Indoors, people will take a gate and hang things from it, such as in a kitchen, or use a double gate as a bed headboard. They also make great fire screens or room dividers.

French garden gates are particularly sought after. Kamelot Auctions in Philadelphia holds specialty garden antiques auctions and highlights of its May 2020 sale included a pair of French Art Deco iron gates having a geometric design with gilt accents in the manner of Gilbert Poillerat, circa 1945, and a pair of French wrought iron garden gates with stanchions, circa 1920, each bringing $1,700.

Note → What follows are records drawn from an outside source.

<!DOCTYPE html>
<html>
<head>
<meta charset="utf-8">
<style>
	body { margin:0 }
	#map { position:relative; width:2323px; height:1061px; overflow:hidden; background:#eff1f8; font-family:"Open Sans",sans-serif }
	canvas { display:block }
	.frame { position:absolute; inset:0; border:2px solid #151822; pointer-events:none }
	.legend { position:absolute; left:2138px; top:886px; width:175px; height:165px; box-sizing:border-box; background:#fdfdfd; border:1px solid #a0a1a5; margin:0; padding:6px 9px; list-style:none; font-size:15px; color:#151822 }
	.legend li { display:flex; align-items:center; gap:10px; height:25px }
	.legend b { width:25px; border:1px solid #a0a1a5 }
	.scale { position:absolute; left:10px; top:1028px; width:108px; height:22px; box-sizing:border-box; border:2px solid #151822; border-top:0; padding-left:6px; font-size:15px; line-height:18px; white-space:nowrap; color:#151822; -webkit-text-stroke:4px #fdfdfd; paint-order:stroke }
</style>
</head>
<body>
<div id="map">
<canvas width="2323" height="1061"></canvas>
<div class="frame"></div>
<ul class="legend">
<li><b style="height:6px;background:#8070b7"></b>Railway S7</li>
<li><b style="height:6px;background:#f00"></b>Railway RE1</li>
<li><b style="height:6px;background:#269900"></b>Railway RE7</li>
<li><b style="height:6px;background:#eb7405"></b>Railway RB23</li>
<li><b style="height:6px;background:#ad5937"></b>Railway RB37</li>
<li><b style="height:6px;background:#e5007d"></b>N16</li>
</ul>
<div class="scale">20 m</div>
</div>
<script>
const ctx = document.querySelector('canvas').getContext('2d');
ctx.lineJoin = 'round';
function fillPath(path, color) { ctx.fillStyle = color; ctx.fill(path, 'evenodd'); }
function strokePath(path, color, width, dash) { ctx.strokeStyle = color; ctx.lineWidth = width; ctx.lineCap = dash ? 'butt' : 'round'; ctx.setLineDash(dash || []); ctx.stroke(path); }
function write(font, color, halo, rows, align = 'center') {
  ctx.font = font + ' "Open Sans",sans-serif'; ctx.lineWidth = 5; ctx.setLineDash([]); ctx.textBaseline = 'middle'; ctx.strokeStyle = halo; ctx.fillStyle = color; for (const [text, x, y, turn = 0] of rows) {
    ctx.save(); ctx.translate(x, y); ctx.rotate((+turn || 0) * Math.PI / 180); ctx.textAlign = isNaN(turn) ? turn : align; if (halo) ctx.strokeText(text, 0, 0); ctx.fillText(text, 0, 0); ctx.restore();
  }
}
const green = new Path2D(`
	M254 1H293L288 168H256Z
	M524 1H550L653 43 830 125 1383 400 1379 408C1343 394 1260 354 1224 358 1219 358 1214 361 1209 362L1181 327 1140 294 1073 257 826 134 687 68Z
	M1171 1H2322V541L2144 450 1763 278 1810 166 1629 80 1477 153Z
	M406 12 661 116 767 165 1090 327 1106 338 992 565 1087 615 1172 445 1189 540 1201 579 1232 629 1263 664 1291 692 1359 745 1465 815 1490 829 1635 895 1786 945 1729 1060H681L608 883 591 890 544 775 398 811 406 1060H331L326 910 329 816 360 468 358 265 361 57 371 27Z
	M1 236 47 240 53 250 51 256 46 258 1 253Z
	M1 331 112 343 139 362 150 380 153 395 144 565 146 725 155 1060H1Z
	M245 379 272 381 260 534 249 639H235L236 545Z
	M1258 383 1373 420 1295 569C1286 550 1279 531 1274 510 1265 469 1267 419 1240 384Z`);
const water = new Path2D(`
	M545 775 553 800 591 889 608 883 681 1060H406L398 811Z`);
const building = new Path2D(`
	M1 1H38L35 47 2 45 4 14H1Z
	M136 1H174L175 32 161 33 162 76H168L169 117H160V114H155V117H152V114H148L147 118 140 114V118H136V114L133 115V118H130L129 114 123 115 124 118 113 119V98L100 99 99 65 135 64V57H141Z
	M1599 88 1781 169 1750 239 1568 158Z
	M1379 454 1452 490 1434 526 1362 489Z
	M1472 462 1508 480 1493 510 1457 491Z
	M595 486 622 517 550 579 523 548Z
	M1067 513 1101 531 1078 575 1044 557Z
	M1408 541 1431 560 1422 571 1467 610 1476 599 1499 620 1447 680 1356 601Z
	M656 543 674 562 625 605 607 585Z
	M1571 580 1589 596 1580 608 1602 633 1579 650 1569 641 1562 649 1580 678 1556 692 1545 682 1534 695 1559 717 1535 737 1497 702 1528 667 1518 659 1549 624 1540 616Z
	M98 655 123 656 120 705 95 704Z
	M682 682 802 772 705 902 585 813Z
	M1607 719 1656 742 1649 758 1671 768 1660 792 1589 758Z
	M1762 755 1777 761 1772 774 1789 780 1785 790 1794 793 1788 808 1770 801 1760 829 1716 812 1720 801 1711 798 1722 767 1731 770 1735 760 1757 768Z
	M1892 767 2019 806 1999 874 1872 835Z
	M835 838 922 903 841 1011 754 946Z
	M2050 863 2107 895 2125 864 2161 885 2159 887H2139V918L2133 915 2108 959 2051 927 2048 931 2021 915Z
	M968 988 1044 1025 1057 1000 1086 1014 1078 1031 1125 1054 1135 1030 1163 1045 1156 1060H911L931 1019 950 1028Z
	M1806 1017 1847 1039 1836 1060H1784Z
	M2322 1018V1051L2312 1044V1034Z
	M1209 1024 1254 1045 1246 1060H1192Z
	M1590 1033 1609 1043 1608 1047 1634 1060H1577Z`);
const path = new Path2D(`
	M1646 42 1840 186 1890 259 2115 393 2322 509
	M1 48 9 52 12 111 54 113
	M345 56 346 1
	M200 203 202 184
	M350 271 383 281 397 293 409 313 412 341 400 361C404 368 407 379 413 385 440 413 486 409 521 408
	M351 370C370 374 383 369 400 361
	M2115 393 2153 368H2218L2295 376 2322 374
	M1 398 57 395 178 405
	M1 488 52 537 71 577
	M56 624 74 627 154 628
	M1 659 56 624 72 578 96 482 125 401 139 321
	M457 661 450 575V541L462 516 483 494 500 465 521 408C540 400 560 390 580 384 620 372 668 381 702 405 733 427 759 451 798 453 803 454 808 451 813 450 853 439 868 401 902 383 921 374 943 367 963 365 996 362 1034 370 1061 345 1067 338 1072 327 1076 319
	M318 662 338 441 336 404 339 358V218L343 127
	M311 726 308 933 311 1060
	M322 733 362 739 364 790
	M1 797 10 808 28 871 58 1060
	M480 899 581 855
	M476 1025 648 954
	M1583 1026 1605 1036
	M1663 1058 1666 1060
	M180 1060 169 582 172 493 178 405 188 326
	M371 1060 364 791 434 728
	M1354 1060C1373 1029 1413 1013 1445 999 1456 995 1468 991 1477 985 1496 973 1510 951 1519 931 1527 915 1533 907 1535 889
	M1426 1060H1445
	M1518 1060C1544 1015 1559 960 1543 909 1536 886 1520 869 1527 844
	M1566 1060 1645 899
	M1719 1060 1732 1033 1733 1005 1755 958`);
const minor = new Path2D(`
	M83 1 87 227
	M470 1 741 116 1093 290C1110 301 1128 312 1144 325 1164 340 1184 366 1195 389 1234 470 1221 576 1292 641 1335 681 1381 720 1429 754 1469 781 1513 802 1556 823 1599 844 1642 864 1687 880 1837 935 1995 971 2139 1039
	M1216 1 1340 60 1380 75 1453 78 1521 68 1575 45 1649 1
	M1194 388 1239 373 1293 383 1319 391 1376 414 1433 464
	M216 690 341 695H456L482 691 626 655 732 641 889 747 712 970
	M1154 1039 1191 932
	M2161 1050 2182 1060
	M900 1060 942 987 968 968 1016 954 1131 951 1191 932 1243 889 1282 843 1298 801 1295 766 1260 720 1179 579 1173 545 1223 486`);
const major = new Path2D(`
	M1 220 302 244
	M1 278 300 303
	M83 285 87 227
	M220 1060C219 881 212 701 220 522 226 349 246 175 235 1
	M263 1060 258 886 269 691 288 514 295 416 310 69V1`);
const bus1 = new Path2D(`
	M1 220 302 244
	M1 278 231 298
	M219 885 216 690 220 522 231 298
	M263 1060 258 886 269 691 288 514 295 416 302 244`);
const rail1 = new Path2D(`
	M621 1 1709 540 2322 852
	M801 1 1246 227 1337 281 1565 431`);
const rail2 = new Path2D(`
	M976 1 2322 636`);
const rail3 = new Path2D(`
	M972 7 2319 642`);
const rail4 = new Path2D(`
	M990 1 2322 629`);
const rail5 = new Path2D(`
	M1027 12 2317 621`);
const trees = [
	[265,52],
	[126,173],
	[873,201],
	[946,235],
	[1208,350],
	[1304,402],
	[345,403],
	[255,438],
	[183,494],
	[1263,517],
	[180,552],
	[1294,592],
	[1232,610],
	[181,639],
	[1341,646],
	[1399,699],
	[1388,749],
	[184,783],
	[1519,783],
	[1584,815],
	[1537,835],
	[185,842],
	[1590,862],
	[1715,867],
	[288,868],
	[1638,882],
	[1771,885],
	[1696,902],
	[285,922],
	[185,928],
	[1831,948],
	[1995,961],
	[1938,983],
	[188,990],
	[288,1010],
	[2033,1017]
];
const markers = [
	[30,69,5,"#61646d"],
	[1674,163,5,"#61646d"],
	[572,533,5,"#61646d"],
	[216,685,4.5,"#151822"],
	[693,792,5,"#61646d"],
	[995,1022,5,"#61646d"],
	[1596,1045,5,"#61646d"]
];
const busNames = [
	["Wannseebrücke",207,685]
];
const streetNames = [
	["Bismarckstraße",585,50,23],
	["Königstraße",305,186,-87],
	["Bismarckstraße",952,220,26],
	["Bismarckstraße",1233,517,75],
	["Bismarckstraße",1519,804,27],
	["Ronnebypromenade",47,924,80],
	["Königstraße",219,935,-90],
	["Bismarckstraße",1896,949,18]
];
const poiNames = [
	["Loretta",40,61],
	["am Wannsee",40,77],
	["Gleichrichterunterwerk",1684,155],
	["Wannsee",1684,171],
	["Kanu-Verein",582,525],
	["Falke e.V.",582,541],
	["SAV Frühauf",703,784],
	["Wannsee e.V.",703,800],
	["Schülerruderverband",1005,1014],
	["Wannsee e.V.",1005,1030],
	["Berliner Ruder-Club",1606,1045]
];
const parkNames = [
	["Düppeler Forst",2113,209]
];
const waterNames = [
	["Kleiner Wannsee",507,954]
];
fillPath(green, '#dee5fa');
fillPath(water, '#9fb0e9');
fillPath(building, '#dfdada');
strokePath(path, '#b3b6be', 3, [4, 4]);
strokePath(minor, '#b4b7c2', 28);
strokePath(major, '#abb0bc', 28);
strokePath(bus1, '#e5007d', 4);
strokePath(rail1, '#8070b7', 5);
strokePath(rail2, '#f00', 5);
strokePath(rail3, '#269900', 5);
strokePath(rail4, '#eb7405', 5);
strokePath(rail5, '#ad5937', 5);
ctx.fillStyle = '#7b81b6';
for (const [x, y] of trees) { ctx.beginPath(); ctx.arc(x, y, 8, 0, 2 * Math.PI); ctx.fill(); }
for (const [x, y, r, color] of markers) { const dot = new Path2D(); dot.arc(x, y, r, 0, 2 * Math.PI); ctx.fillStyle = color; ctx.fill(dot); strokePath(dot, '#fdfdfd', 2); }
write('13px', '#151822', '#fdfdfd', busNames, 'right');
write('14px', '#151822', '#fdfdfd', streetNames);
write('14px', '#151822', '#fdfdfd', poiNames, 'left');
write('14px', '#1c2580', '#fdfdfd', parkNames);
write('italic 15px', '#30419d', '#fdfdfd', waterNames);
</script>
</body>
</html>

The best iron gates with elaborate floral and scrollwork designs usually featured ironwork done by artists who were sculptors. Many pieces were specifically commissioned for a particular homeowner or estate property.

garden gates
This grand pair of iron entry driveway/garden gates earned $4,800 + the buyer’s premium in November 2019. Photo courtesy of Kamelot Auctions and LiveAuctioneers

Ironwork is often thought of as black but in the 18th century, it was often tinted with bronze dust. Green and blue painted iron gates have also historically been popular, including the wrought iron gate leading to the Rose Garden at Sissinghurst Castle Garden. It is a lovely Prussian blue. The Queen’s Gate, which is one entryway to London’s Kensington Gardens, is a vivid shade of red.

Whatever color or style you choose, from streamlined to ornate, an antique iron gate will add charm to your garden or inside your home. One can leave the gate as is, its rusted surface adding character, or one can sandblast and clean it to look like new. They perfectly combine form with function, serving as entry points or garden art.